[Opening LISTED ENTRIES section]

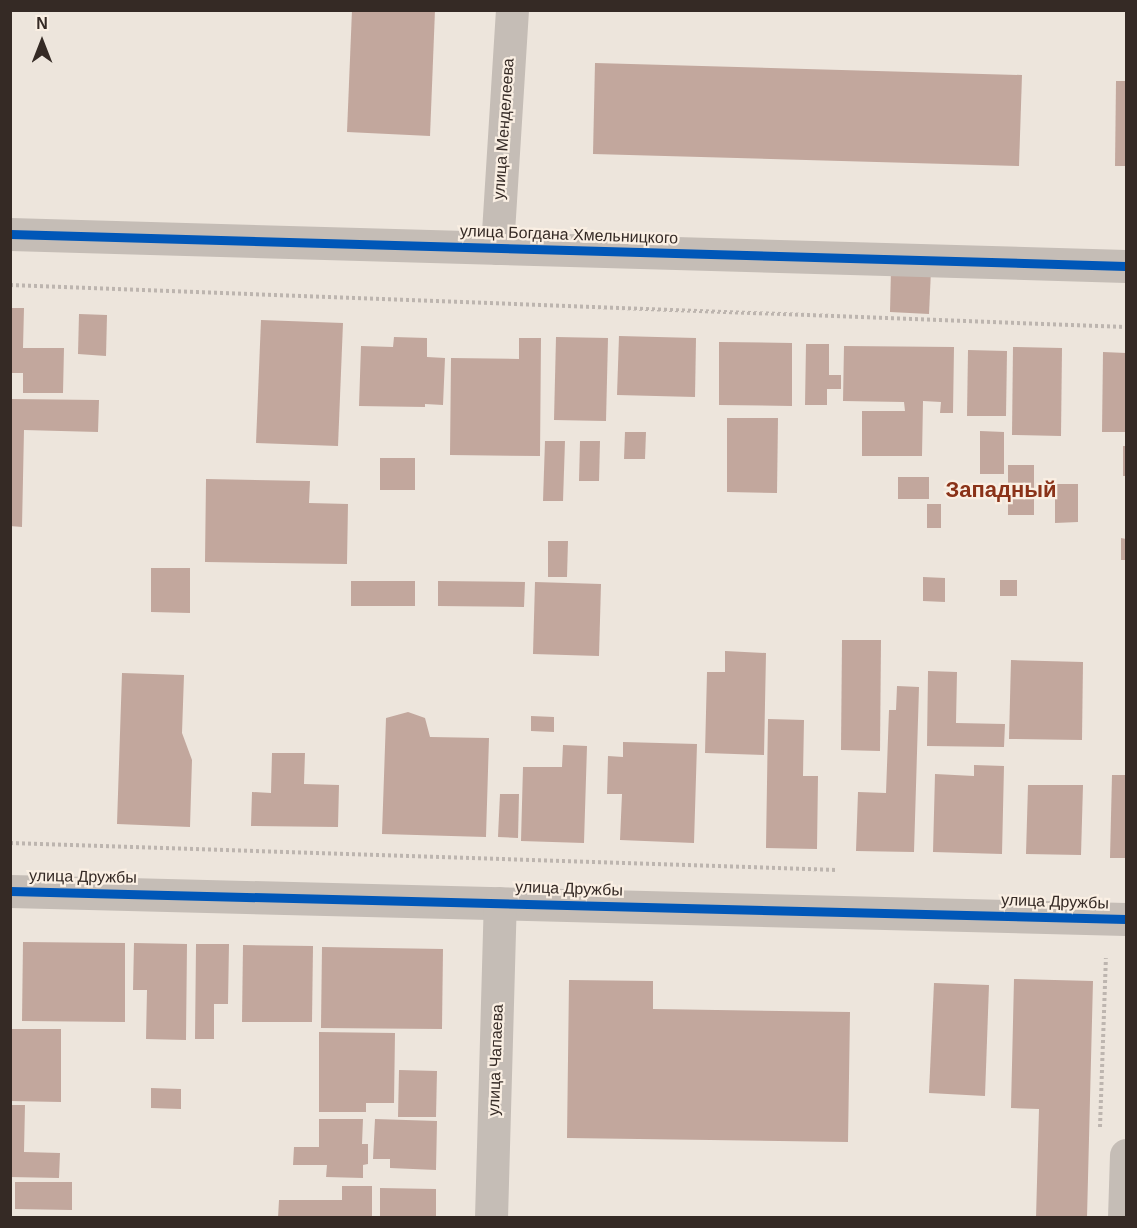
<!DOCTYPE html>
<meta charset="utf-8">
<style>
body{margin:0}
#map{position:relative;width:1137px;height:1228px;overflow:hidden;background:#ede5dc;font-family:Helvetica,sans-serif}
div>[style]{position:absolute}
.building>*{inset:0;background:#c2a79d}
.path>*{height:4px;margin-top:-2px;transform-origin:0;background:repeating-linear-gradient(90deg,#bdb5af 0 3px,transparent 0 6px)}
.street>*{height:33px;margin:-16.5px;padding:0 16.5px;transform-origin:16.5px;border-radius:16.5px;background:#c5bdb6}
.cycleway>*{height:9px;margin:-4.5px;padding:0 4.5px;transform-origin:4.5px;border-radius:4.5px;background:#0057b8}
span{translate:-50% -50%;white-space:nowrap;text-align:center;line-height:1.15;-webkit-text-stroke:4.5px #faefe3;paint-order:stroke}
.street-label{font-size:16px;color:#352a25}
.district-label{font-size:22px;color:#8a3218;font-weight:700}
.frame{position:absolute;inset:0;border:12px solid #352a25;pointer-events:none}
.north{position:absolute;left:12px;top:12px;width:60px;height:60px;-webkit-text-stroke:4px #faefe3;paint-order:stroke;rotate:0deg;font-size:16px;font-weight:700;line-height:24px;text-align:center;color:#352a25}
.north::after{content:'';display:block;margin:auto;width:21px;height:27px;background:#352a25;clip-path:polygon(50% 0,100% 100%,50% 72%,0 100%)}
</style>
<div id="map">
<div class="building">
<i style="clip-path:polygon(352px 10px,435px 10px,430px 136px,347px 132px)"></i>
<i style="clip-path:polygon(595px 63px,1022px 75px,1019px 166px,593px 154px)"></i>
<i style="clip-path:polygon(1116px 81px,1126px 81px,1126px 166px,1115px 166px)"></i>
<i style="clip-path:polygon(891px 269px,931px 270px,929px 314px,890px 312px)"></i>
<i style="clip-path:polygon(10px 308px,24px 308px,23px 348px,64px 348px,63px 393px,23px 393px,23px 373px,10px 373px)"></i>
<i style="clip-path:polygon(79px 314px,107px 315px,106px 356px,78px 354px)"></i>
<i style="clip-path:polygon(261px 320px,343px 323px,338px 446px,256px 443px)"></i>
<i style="clip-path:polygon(619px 336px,696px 338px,695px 397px,617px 395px)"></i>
<i style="clip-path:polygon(394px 337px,427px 338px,427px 357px,445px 358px,443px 405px,425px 404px,425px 407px,359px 406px,361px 346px,393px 347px)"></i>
<i style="clip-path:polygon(556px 337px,608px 338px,606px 421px,554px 420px)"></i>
<i style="clip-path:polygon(519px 338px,541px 338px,540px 456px,450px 455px,451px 358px,519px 359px)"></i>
<i style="clip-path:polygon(719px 342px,792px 343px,792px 406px,719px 405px)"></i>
<i style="clip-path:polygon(806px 344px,829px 344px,829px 375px,841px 375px,841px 389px,827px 389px,827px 405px,805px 405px)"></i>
<i style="clip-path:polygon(844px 346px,954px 347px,953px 413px,940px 413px,941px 402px,923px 401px,922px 456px,862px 456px,862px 411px,905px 411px,904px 402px,843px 401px)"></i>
<i style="clip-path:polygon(1013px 347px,1062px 348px,1061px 436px,1012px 435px)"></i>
<i style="clip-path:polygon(968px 350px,1007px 351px,1006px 416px,967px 416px)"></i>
<i style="clip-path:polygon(1103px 352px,1126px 353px,1126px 432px,1102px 432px)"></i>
<i style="clip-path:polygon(10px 399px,99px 400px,98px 432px,24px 430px,22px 527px,10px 526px)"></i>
<i style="clip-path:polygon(727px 418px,778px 418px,777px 493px,727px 492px)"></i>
<i style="clip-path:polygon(980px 431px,1004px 432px,1004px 474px,980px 474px)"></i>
<i style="clip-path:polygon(625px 432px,646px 432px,645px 459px,624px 459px)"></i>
<i style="clip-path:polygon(545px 441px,565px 441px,563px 501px,543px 501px)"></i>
<i style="clip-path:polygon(580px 441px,600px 441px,599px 481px,579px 481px)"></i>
<i style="clip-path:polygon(1123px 446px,1126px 446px,1126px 476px,1123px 476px)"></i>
<i style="clip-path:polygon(380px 458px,415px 458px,415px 490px,380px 490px)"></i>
<i style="clip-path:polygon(1008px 465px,1034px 465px,1034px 515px,1008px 515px)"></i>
<i style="clip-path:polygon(898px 477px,929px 477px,929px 499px,898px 499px)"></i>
<i style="clip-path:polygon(206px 479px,310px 481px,309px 503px,348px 504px,347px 564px,205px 562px)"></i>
<i style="clip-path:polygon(1055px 484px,1078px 484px,1078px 522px,1055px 523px)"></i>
<i style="clip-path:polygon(927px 504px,941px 504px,941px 528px,927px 528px)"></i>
<i style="clip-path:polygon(1121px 538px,1126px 539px,1126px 560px,1121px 560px)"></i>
<i style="clip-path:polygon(548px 541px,568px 541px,567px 577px,548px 577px)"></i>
<i style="clip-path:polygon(151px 568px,190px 568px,190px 613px,151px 612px)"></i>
<i style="clip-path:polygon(923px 577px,945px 578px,945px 602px,923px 601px)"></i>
<i style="clip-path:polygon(1000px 580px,1017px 580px,1017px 596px,1000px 596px)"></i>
<i style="clip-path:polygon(351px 581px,415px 581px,415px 606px,351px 606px)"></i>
<i style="clip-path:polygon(438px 581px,525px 582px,524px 607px,438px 606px)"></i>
<i style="clip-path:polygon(535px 582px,601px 584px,599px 656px,533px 654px)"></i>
<i style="clip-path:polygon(842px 640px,881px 640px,880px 751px,841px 750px)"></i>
<i style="clip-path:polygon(725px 651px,766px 653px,764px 755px,705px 753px,707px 672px,725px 672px)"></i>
<i style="clip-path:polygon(1011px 660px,1083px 662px,1082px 740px,1009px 739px)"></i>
<i style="clip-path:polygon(928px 671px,957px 672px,956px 723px,1005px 724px,1004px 747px,927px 746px)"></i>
<i style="clip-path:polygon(122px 673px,184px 675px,182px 733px,192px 760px,190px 827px,117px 824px)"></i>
<i style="clip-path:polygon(897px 686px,919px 687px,914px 852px,856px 851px,858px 792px,886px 793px,889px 710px,896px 710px)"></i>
<i style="clip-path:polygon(408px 712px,425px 718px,430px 737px,489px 738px,486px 837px,382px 834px,386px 718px)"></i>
<i style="clip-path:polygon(531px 716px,554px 717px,554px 732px,531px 731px)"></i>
<i style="clip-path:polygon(768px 719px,804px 720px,803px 776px,818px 776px,817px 849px,766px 848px)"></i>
<i style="clip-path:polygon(623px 742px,697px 744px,694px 843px,620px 840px,622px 794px,607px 794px,608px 756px,623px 757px)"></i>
<i style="clip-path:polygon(563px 745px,587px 746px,584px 843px,521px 841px,523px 767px,562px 767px)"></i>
<i style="clip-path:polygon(272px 753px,305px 753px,304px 784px,339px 785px,338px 827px,251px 826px,252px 792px,271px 793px)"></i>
<i style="clip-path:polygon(974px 765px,1004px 766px,1002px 854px,933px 852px,935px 774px,974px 776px)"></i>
<i style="clip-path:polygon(1112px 775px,1126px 775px,1126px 858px,1110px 858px)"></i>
<i style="clip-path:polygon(1028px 785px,1083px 785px,1081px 855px,1026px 854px)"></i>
<i style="clip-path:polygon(500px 794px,519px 794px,518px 838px,498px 837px)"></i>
<i style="clip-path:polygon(23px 942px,125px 943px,125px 1022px,22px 1021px)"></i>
<i style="clip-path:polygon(134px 943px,187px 944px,186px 1040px,146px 1039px,147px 990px,133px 990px)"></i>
<i style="clip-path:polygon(196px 944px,229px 944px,228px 1004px,214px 1004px,214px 1039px,195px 1039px)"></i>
<i style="clip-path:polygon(243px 945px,313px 946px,312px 1022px,242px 1022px)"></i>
<i style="clip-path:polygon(322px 947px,443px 949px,442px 1029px,321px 1028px)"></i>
<i style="clip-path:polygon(1014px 979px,1093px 981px,1087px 1218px,1036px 1218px,1039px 1109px,1011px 1108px)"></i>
<i style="clip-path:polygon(569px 980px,653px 981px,653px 1009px,850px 1012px,848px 1142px,567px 1138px)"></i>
<i style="clip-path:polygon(934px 983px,989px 985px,985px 1096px,929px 1093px)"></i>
<i style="clip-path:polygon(10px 1029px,61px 1029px,61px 1102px,10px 1101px)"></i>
<i style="clip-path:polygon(319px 1032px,395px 1033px,394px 1103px,366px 1103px,366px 1112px,319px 1112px)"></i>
<i style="clip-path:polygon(399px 1070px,437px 1071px,436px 1117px,398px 1117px)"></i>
<i style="clip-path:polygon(151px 1088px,181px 1089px,181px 1109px,151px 1108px)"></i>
<i style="clip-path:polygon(10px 1105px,25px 1105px,24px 1152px,60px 1153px,59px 1178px,10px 1177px)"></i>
<i style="clip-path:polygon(319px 1119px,363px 1119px,362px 1144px,368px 1144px,368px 1164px,363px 1165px,363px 1178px,326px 1177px,327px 1165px,293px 1165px,294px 1147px,319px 1147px)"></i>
<i style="clip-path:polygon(375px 1119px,437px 1121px,436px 1170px,390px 1168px,390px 1159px,373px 1159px)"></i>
<i style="clip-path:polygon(15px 1182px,72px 1182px,72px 1210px,15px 1209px)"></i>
<i style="clip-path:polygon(342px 1186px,372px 1186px,372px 1218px,278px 1218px,279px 1200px,342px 1200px)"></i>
<i style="clip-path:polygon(380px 1188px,436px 1189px,436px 1218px,380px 1218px)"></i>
</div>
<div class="path">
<i style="left:10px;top:285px;width:1117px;rotate:2.16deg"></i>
<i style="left:10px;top:843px;width:827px;rotate:1.87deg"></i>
<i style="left:1100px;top:1127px;width:169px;rotate:-88deg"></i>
</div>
<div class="street">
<i style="left:10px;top:234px;width:1116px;rotate:1.64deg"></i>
<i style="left:497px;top:248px;width:238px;rotate:-86.4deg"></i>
<i style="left:10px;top:891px;width:1116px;rotate:1.44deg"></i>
<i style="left:491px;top:1218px;width:315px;rotate:-88.4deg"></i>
<i style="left:1124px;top:1218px;width:63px;rotate:-88.2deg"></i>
</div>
<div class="cycleway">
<i style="left:10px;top:234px;width:1116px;rotate:1.64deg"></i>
<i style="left:10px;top:891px;width:1116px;rotate:1.44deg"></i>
</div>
<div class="street-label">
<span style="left:504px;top:129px;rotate:-86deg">улица Менделеева</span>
<span style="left:569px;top:235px;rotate:2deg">улица Богдана Хмельницкого</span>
<span style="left:83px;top:877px;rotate:1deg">улица Дружбы</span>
<span style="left:569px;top:889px;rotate:2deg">улица Дружбы</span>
<span style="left:1055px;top:902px;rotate:2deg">улица Дружбы</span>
<span style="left:496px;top:1060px;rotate:-88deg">улица Чапаева</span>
</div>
<div class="district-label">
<span style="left:1001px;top:490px">Западный</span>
</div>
<div class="frame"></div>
<div class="north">N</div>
</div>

[Closing LISTED ENTRIES section]

WHAT YOU WILL DO:
Everything from the first line of the records through the line containing "0 3px,transparent 0" should be reproduced exactly, apart from the pictures.

PROBLEM SOLUTION:
<!DOCTYPE html>
<meta charset="utf-8">
<style>
body{margin:0}
#map{position:relative;width:1137px;height:1228px;overflow:hidden;background:#ede5dc;font-family:Helvetica,sans-serif}
div>[style]{position:absolute}
.building>*{inset:0;background:#c2a79d}
.path>*{height:4px;margin-top:-2px;transform-origin:0;background:repeating-linear-gradient(90deg,#bdb5af 0 3px,transparent 0 6px)}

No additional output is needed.